Emperor Hirohito at his enthronement ceremony in 1928 wearing imperial attire (sokutai)
Prince Hirohito and the British Prime Minister Lloyd George in 1921
Early Life
Born in Tokyo in the Aoyama Palace during the reign of his grandfather Emperor Meiji in 1901, Hirohito was the first son of the future Emperor Taisho and Empress Sadako.
Hirohito was raised by guardians and educated at the exclusive Gakushuin Peers' School. At age 19 he was formally given commissions in both the army and navy and in official photographs he is usually seen in military uniform. An exception was in 1921, when the young Hirohito took a six month tour of Europe including the UK, Italy, France, Belgium and the Netherlands. He would later describe this period as one of the happiest of his life, as he was able to escape the stiff etiquette of the Japanese imperial household.
The early 1920's were marked by a number of events that were to shape the future of Hirohito's life. These included the Washington Naval Treaty in 1922, which sought to limit the expansion of naval forces among the powers of the day, including Japan, the Great Kanto Earthquake of 1923 and a failed assassination attempt by a young communist sympathizer on Hirohito in what was known as the Toranomon Incident in 1923.
Prince Hirohito and Princess Nagako in 1924
Marriage
In 1924 Hirohito married his distant cousin Princess Nagako Kuni (Empress Kojun 1903-2000). They had been betrothed at a very young age. The couple were to go on to have two sons and five daughters. At the time of writing in 2017, their first son is the present Emperor Akihito.
Accession & Early Reign
Hirohito ascended the Chrysanthemum Throne in 1926 on the death of his father, who had become increasingly mentally unstable in later life. The late 1920's and early 1930's were a time of increasing financial instability and political turmoil. Hirohito survived another botched assassination attempt in 1932 (Sakuradamon Incident), this time by a Korean nationalist opposed to Japan's occupation of Korea. This was also a time of several, notable domestic assassinations of moderate Japanese politicians by ultra-nationalists. The most notable of which was the 1932 murder of Prime Minister Inukai Tsuyoshi in 1932, which ended civilian control of the military. Dark clouds were gathering and Hirohito was soon to be at the center of the storm.
The February 26 Incident of 1936 saw an armed revolt by junior army officers in Tokyo who killed several government ministers and high-ranking military officers. The Emperor vehemently opposed the uprising and ordered his generals to quash the rebellion. Without imperial support the revolt was crushed, the ring leaders arrested and many of them executed.
The War in China and World War II
Japan had already been in open conflict with Chinese forces since 1931 but the war intensified from 1933 on. Hirohito did not oppose the war in China. When his generals began preparations for a war with the US and Britain, Hirohito was initially opposed but appears to have been swayed to favor an attack in the Pacific.

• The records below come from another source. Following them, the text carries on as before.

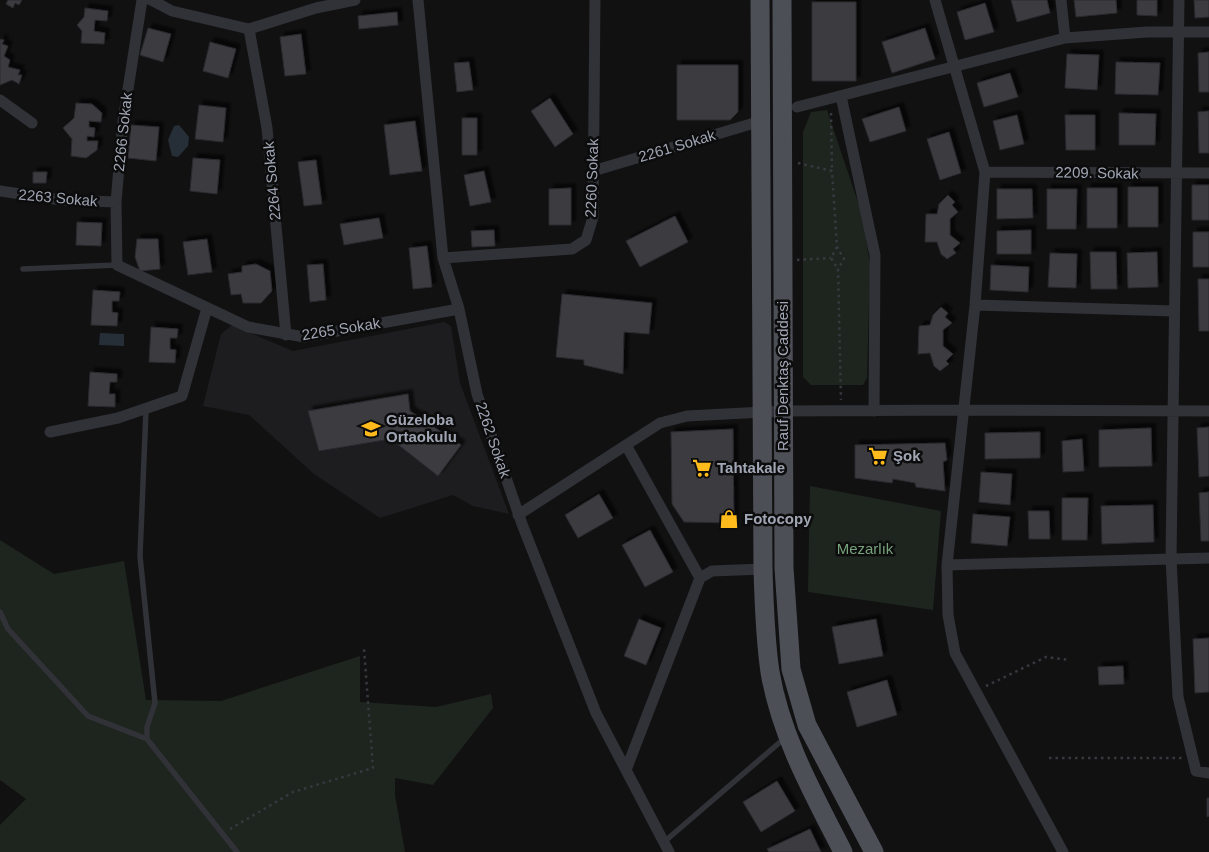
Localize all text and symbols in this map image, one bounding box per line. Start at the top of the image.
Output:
street label: 2266 Sokak [110,91,135,172]
street label: 2261 Sokak [636,126,718,165]
street label: 2260 Sokak [582,138,601,218]
street label: 2264 Sokak [260,140,283,221]
street label: 2209. Sokak [1055,163,1139,182]
street label: 2263 Sokak [18,186,99,209]
street label: Rauf Denktaş Caddesi [774,301,791,451]
street label: 2265 Sokak [300,314,382,343]
street label: 2262 Sokak [473,400,515,481]
place label: Güzeloba Ortaokulu [386,411,457,445]
school or university icon: Güzeloba Ortaokulu [360,418,382,440]
supermarket icon: Şok [867,445,889,467]
place label: Şok [893,447,921,464]
supermarket icon: Tahtakale [691,457,713,479]
place label: Tahtakale [717,459,785,476]
shop icon: Fotocopy [718,508,740,530]
place label: Fotocopy [744,510,812,527]
park label: Mezarlık [837,540,894,557]

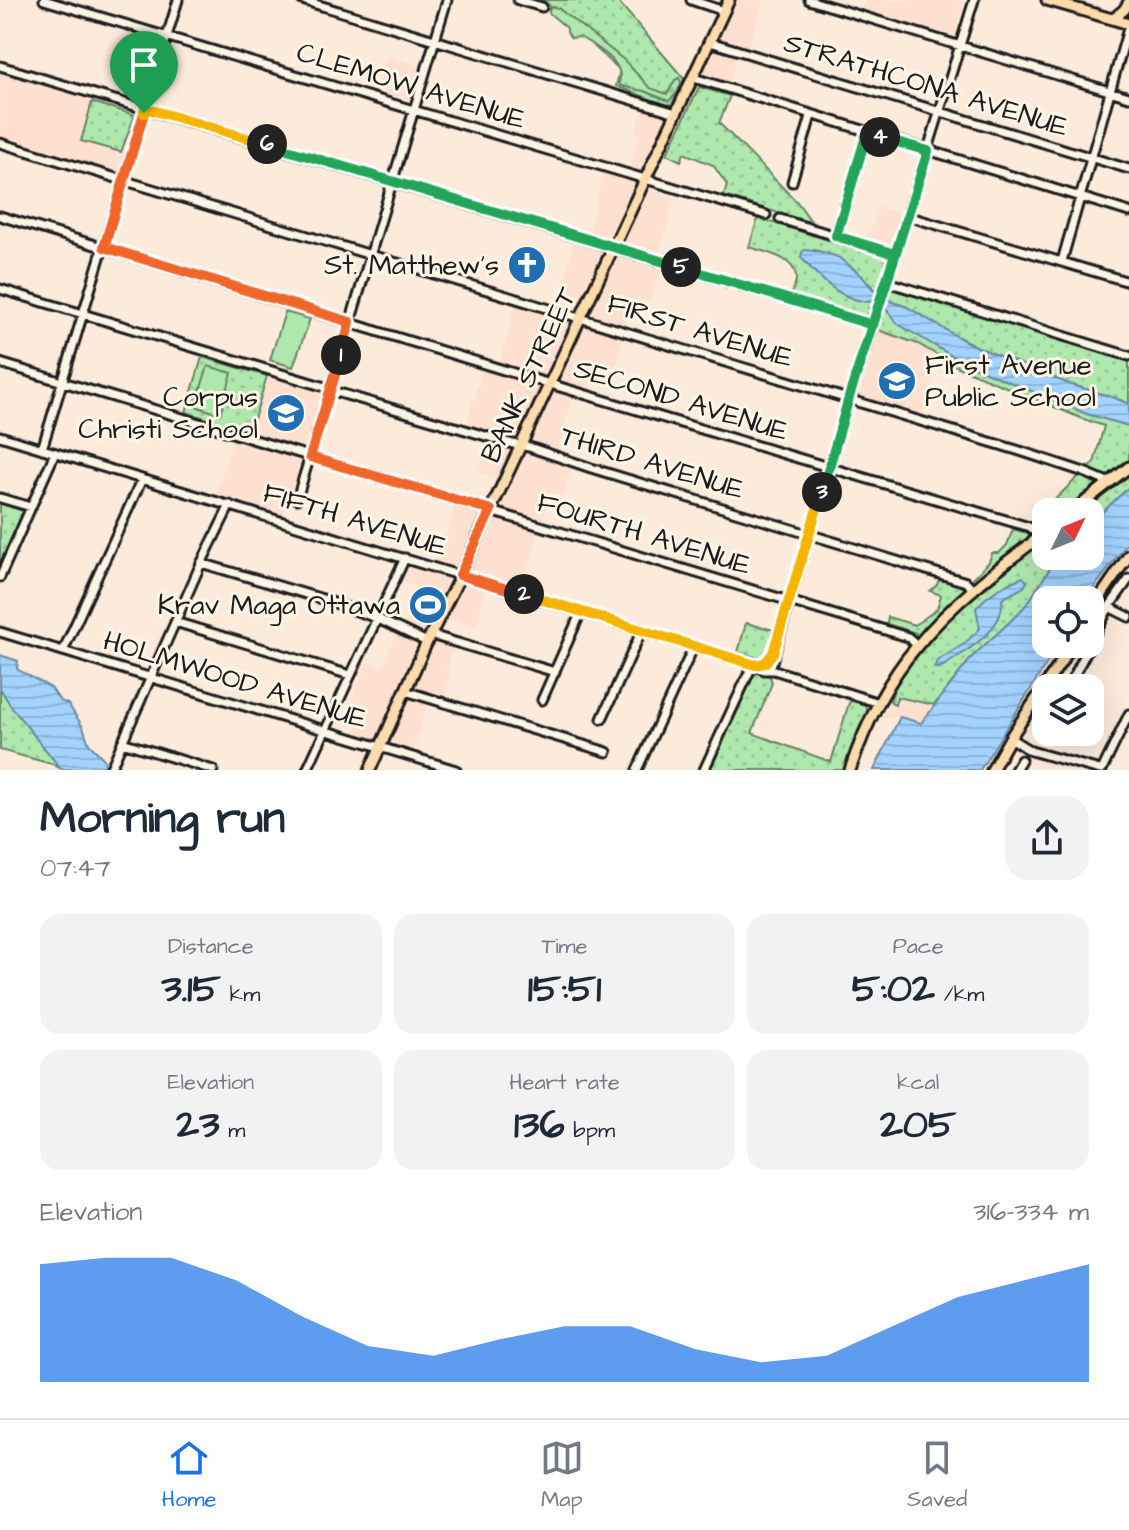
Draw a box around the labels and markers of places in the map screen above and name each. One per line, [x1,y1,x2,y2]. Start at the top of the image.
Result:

Japan attacked the USA and Britain simultaneously in December 1941, thus drawing the US into the wider war with Nazi Germany. The Japanese Navy carried out a successful, surprise air raid on the American naval base at Pearl Harbor in Hawaii, destroying part of the American fleet. Shanghai, Hong Kong, the Philippines, the Dutch East Indies, Malaya, Burma and Singapore were all to fall to rapidly advancing and highly trained and motivated Japanese forces.
As the war began to turn in favor of the Americans, Hirohito urged his generals and admirals on to greater efforts. However, by 1945 the situation appeared hopeless and with the entry of the Soviet Union into the war against Japan and the atomic bombings of Hiroshima and Nagasaki, Hirohito decided to accept the Potsdam Declaration and recorded a speech which was delivered in formal, archaic Japanese on August 14. The monarch asked his subjects to "Accept the unacceptable" and surrendered Japan to the Allies unconditionally.
General MacArthur and Emperor Hirohito at Allied GHQ in Tokyo, September 17, 1945
Post War Rehabilitation
To ease the occupation and pacification of Japan after its surrender, Emperor Hirohito was allowed to continue on the throne as a symbol of continuity, despite demands from some among the Allies for him to be tried for war crimes. Hirohito was forced by the General MacArthur, Supreme Commander of the Allied Powers, to relinquish any claim to being a living god and to stress his position instead as "the symbol of the State and of the unity of the people." It is doubtful whether Hirohito, personally, however, ever rejected the idea that the Japanese imperial line was divine.
To raise moral among his defeated subjects, Hirohito began to be seen more in public and in the 1970's even traveled overseas on state visits to the UK in 1971 and the USA in 1975 where he met with Queen Elizabeth II and President Ford.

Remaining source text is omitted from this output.